[SFS] [lug] networking question
David L. Willson
dlwillson at thegeek.nu
Sun Sep 13 16:17:06 MDT 2020
TY for all the responses. I can't try anything until at least Tuesday, but if all goes well, I'll try carving off the subnet on Weds or Thurs. If it works, I'll let you know, and I'll ask my ISP if I can move to a bigger subnet (/27), so OpenStack gets a /28.
For those that offered actual on-the-phone help. TY and I'll follow-up on Thursday if my experiment goes hard, which seems likely.
For those that suggested NAT, it's a great idea, but I don't think it meets the need for OpenStack.

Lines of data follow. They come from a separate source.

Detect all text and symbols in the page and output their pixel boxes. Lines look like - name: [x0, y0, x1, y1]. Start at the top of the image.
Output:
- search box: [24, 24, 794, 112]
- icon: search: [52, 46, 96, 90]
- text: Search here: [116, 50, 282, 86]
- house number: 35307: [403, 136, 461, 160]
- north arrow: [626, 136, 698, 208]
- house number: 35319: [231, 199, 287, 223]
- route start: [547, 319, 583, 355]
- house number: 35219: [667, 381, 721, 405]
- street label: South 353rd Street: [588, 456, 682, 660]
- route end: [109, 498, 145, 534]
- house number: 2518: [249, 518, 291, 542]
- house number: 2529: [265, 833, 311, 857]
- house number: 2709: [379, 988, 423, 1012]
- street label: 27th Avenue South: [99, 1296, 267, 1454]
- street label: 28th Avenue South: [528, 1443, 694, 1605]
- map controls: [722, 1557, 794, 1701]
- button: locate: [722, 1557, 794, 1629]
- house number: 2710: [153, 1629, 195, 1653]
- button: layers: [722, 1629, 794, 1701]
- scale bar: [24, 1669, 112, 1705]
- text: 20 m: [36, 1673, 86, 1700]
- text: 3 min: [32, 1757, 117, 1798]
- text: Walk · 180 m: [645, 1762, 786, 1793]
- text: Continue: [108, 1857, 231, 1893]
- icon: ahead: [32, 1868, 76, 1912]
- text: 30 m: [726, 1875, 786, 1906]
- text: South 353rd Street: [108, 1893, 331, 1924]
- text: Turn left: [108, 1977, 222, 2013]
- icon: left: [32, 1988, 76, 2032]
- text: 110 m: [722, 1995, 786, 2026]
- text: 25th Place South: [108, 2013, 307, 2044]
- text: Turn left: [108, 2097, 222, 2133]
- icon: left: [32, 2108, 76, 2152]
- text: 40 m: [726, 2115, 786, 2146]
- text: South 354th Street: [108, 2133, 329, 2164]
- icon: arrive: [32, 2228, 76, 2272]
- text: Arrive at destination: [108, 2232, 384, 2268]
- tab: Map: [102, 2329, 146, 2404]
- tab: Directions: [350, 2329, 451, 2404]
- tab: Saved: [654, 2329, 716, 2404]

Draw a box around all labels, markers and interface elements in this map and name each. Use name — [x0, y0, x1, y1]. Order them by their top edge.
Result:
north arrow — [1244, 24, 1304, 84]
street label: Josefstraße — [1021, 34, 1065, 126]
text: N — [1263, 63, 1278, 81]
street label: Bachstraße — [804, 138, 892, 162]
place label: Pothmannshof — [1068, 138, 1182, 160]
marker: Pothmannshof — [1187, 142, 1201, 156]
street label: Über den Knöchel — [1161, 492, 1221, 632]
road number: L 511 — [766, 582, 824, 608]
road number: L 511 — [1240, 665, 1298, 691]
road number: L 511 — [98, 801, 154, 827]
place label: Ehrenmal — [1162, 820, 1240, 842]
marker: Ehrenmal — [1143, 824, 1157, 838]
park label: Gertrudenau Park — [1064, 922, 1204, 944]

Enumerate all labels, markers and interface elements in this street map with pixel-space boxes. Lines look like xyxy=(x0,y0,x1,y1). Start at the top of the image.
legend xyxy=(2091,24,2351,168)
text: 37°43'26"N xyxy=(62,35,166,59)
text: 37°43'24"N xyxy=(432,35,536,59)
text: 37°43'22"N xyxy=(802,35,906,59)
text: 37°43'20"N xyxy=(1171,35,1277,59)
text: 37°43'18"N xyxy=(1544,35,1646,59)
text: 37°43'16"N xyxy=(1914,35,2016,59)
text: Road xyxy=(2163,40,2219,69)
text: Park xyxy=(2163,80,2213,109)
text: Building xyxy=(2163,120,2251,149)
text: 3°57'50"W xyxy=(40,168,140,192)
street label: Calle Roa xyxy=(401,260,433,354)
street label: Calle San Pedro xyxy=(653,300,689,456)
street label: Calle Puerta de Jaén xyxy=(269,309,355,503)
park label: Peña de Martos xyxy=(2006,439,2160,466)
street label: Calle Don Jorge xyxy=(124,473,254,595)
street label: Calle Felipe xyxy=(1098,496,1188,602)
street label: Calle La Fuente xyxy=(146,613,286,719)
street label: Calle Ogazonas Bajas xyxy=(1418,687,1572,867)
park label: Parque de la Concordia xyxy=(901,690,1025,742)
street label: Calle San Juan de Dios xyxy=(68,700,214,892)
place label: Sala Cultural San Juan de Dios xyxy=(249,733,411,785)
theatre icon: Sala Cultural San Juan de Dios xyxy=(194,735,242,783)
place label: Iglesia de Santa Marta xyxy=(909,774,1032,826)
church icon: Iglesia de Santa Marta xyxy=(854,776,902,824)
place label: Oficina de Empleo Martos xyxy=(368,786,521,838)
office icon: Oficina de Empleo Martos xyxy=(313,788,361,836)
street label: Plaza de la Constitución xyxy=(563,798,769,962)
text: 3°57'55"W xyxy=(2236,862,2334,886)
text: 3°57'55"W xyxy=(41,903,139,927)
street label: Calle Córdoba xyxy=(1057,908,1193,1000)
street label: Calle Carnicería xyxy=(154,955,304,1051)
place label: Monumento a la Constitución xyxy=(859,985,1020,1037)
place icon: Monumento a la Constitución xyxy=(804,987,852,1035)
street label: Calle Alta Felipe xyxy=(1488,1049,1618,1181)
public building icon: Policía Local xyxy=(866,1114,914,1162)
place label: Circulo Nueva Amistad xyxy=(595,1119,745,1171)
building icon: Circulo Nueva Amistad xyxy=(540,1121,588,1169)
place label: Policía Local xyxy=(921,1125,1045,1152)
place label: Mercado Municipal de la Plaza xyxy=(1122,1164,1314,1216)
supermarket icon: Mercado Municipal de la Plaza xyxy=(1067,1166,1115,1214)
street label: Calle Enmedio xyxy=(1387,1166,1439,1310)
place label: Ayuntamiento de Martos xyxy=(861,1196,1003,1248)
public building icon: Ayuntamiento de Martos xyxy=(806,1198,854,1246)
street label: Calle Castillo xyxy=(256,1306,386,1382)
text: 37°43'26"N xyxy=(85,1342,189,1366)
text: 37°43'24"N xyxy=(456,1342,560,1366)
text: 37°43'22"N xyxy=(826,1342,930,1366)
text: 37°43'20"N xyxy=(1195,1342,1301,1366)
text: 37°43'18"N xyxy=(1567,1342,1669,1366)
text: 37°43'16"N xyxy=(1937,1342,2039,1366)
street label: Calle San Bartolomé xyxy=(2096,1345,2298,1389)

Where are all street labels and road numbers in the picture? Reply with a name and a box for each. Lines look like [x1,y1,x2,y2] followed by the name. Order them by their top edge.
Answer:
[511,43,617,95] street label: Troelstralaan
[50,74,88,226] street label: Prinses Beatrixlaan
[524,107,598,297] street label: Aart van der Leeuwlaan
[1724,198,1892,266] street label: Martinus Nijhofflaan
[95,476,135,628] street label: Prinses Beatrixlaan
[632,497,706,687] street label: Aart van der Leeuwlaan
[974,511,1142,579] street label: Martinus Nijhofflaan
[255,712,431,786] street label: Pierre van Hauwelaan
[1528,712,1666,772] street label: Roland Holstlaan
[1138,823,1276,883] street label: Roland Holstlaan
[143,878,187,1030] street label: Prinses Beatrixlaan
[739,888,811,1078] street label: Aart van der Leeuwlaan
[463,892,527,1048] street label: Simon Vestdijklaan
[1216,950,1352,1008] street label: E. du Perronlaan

For those that asked why I'm trying to do:
> What's the goal here?
I want to give my friends a whole OpenStack to play with. An OpenStack wants a routed public (at least public-seeming) network inside, among the many other demands it makes. I've done it with RFC-1918 networks, and it worked internally, but I really want it to work externally, someday, too. So, I asked my ISP if I can rent another subnet and put it behind a router of my own, and they said, "Nah, you can't." So, I looked at renting a subnet and a physical machine from logicweb, which would be similar to what I did at Delimiter until they became so horrible that I couldn't even with those guys anymore. But, the logicweb solution would be nearly $500/month between the subnet and machine, so that's also a "Nah, I can't." So, in desperation, I thought, "Maybe I can split my measly 16 addresses into two subnets." It wouldn't really work, though, now that I think about it, because OpenStack consumes addresses at about triple the rate I'd naively assume (i.e. nothing like 1 EIP to 1 IP, more like 1 EIP to 3 IPs). Short story very long and convoluted, I'm trying to do OpenStack for my learners and do it on the cheap.